By accepted consensus, a hero is someone others regard as a role model or ideal. By bullying and disparaging U.N. Ambassador Susan Rice, John McCain emulated no more than a man whose sole authority stems from wielding a whip in his hand. Simon Legree is not the stuff of heroes, and no longer is John McCain.

The Senator should take another good, unjaundiced look at Susan Rice. Showing exemplary mettle, she withdrew her name from consideration for a position she merited and coveted, the nation's next Secretary of State. By so doing, she put country before politics, ideals before aspirations and personal ambition. She'll never be decorated for it, but that's what I call heroism -- and class.

What exactly was Rice's transgression? In service to her bosses and to the nation she has served so well, she went on Sunday TV -- five TV shows, to be exact -- standing in for other spokespeople of stature who don't like to give up their Sundays to go on TV -- and gave accounts of the attack on the U.S. consulate in Benghazi, Libya that were prepared for her by our country's intelligence services. She relied on the accuracy and verity of those intelligence services! To oblige the people's right, and thirst, to know, she spoke before she had all the facts, an act so dire that Senator McCain pounced on her -- all but jumped up and down on her windpipe -- before he had all the facts! In fact, the super-patriot U.S. Senator was so fired up by his duty to protect the country not from terrorism or military attack, but from that insidious enemy, misinformation, that he concurrently skipped a classified briefing in the Capitol building on the updated facts, conducted by the government's uppermost diplomatic, military, intelligence and counter-terrorism officials before the Senate Homeland Security and Government Affairs Committee (of which McCain is a member!), to hold a press conference in another part of the building to call for a special committee to respond to the "many unanswered questions" he opted to skip at the briefing!
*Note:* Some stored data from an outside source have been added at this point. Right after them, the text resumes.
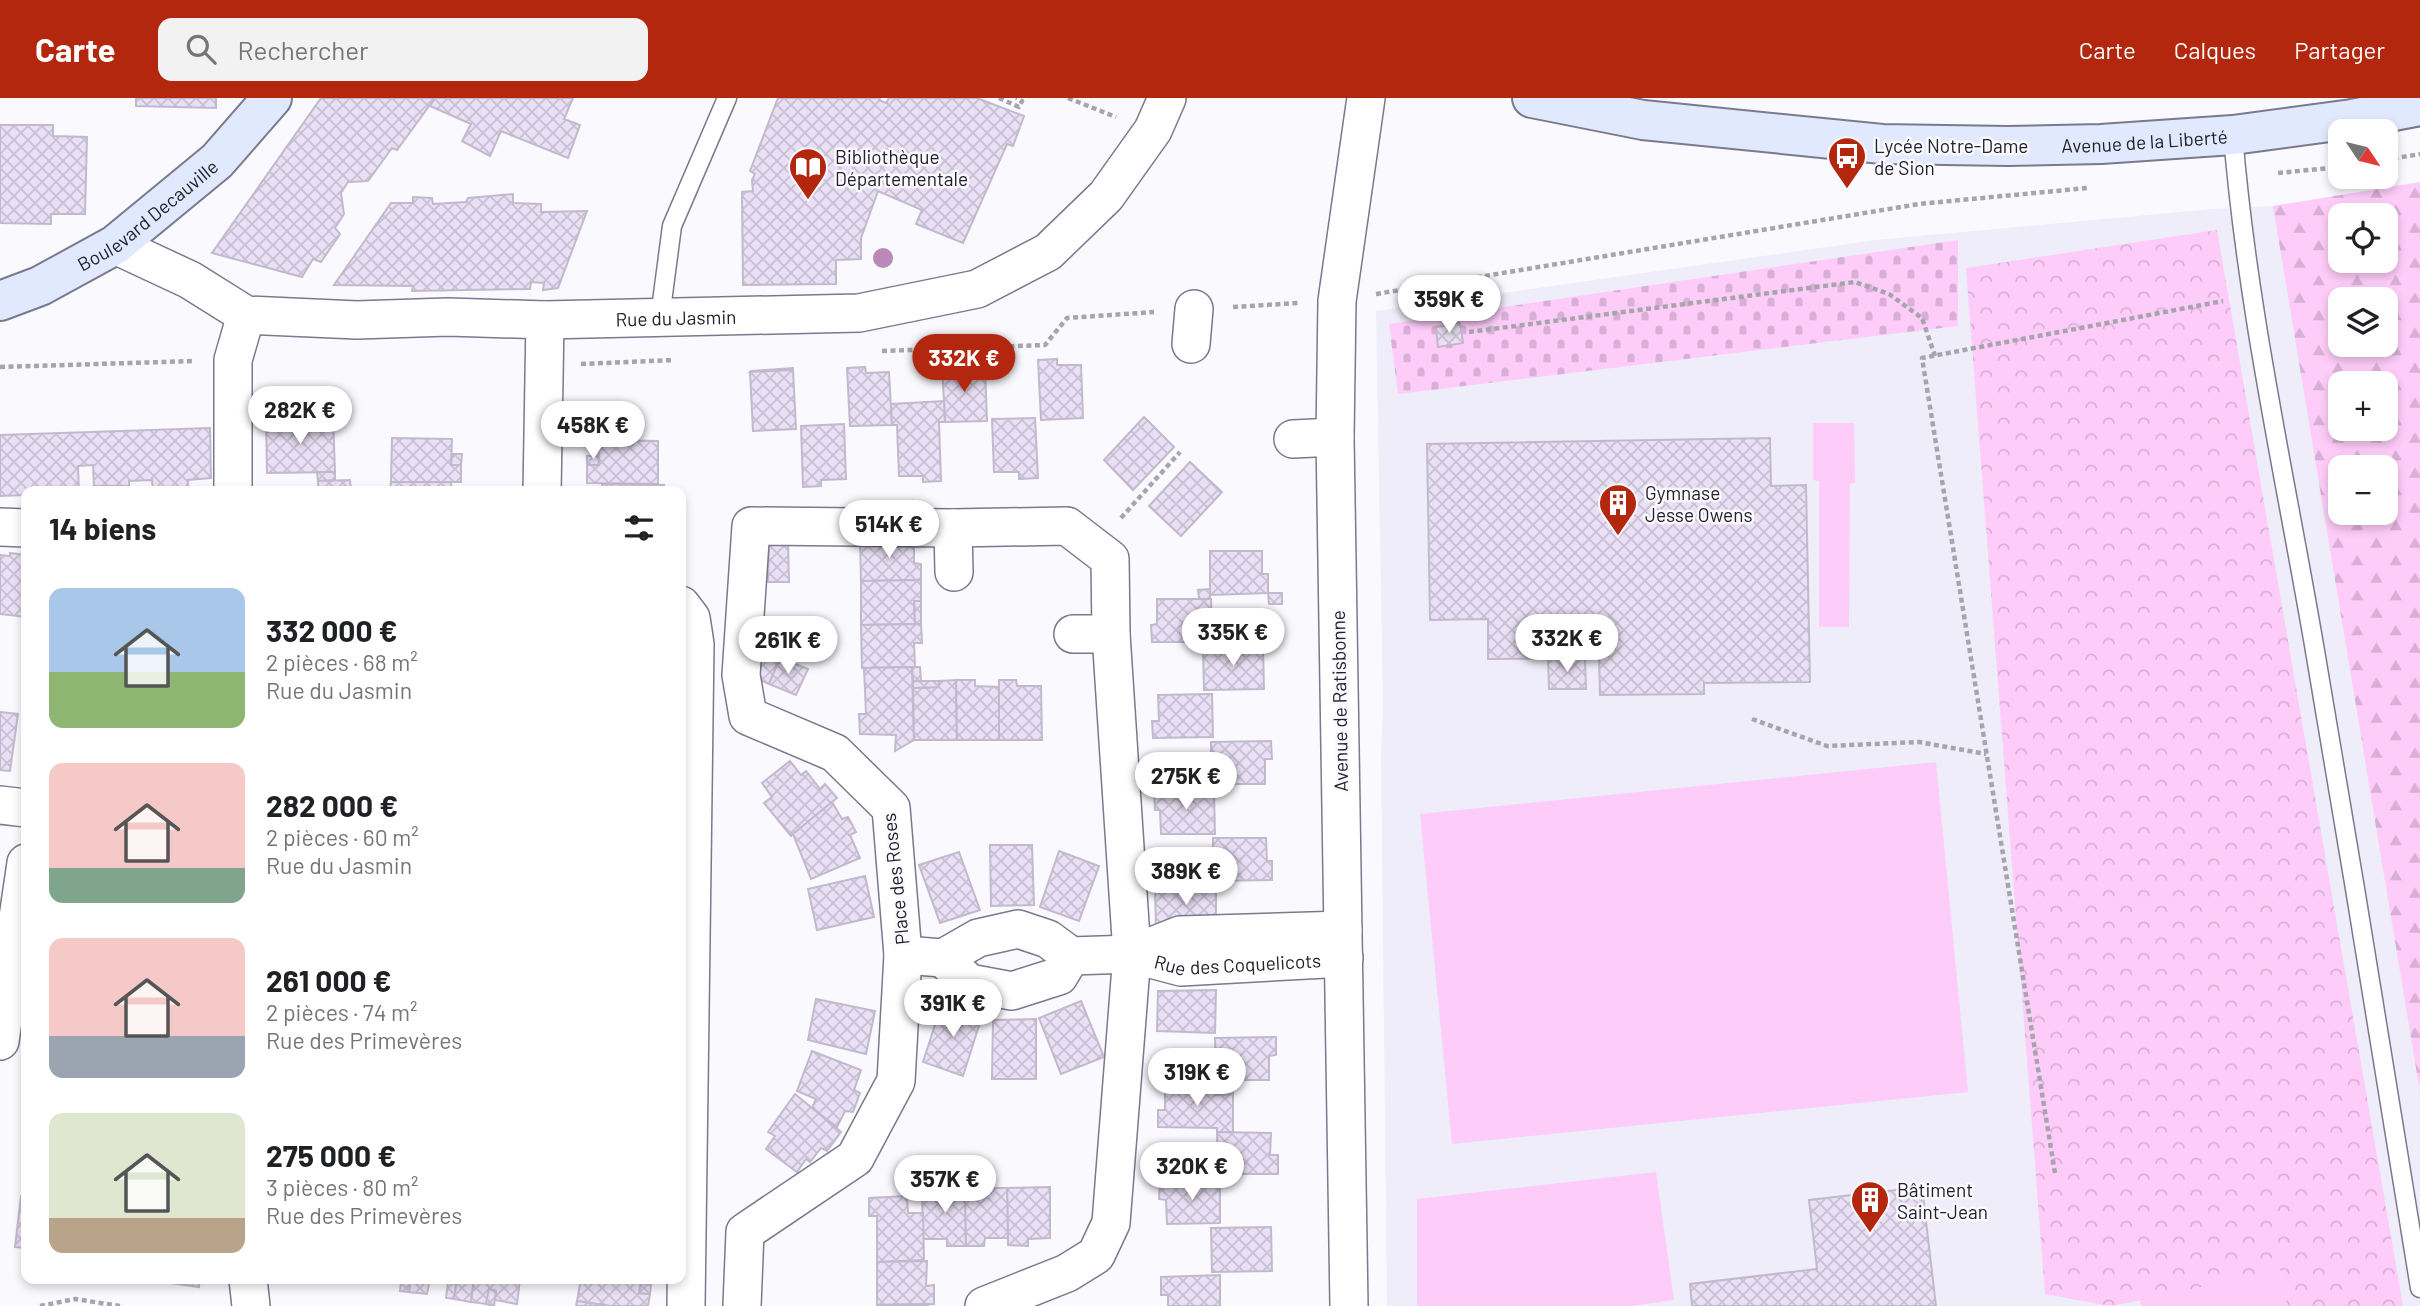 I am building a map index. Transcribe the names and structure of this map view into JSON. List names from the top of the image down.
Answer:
{
  "streets": {
    "street": [
      "Avenue de la Liberté",
      "Boulevard Decauville",
      "Rue du Jasmin",
      "Avenue de Ratisbonne",
      "Place des Roses",
      "Rue des Coquelicots"
    ]
  },
  "crossings": [
    ["Boulevard Decauville", "Rue du Jasmin"],
    ["Avenue de Ratisbonne", "Rue des Coquelicots"]
  ],
  "places": {
    "bus stop": ["Lycée Notre-Dame de Sion"],
    "library": ["Bibliothèque Départementale"],
    "building": ["Gymnase Jesse Owens", "Bâtiment Saint-Jean"]
  },
  "north": "bottom right",
  "page": {
    "header": "Carte",
    "search": "Rechercher",
    "nav": ["Carte", "Calques", "Partager"],
    "map_buttons": ["+", "−"],
    "price": [
      "359K €",
      "332K €",
      "282K €",
      "458K €",
      "514K €",
      "335K €",
      "332K €",
      "261K €",
      "275K €",
      "389K €",
      "391K €",
      "319K €",
      "320K €",
      "357K €"
    ],
    "heading": "14 biens",
    "list": [
      {
        "name": "332 000 €",
        "note": "2 pièces · 68 m² · Rue du Jasmin"
      },
      {
        "name": "282 000 €",
        "note": "2 pièces · 60 m² · Rue du Jasmin"
      },
      {
        "name": "261 000 €",
        "note": "2 pièces · 74 m² · Rue des Primevères"
      },
      {
        "name": "275 000 €",
        "note": "3 pièces · 80 m² · Rue des Primevères"
      }
    ]
  }
}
Flanked by his two bobble-headed dolls, Senators Lindsey Graham (another member of the committee playing hooky) and Kelly Ayote, McCain declared -- once again, in case his viewers missed it on Fox News the first or second time -- his intention to get to the bottom of the case. And I saw shades of the old John McCain, a man of action: if anyone can get to the bottom of anything, and stay there as long as it takes, John McCain has proven he's our man.

McCain's head is engorged with arrogant illusions: he should be the president of the United States; he should be the titular czar of his party; he should be adhered to and exalted by all who call themselves Americans; he should not be relegated to the shoulders of the country's byroads, but hoisted onto the shoulders of its citizenry.

Heroes are defined as stout-hearted and lion-hearted, quixotic and courtly, major league and mythical. By no written, oral or pictorial description of record are they deemed arrogant -- except when depicted as cartoon characters with jutting jaws and swiping paws. Or disproportionately large bobble-heads.

John McCain may have succeeded in having a major hand in doing what he otherwise couldn't do -- getting an upper hand on President Obama, no matter how nastily or temporally, by discrediting the president's reputed first choice for Secretary of State before he even had a chance to propose her. But by denying the senator victory -- again, by withdrawing her name from consideration, Susan Rice won, and won with distinction.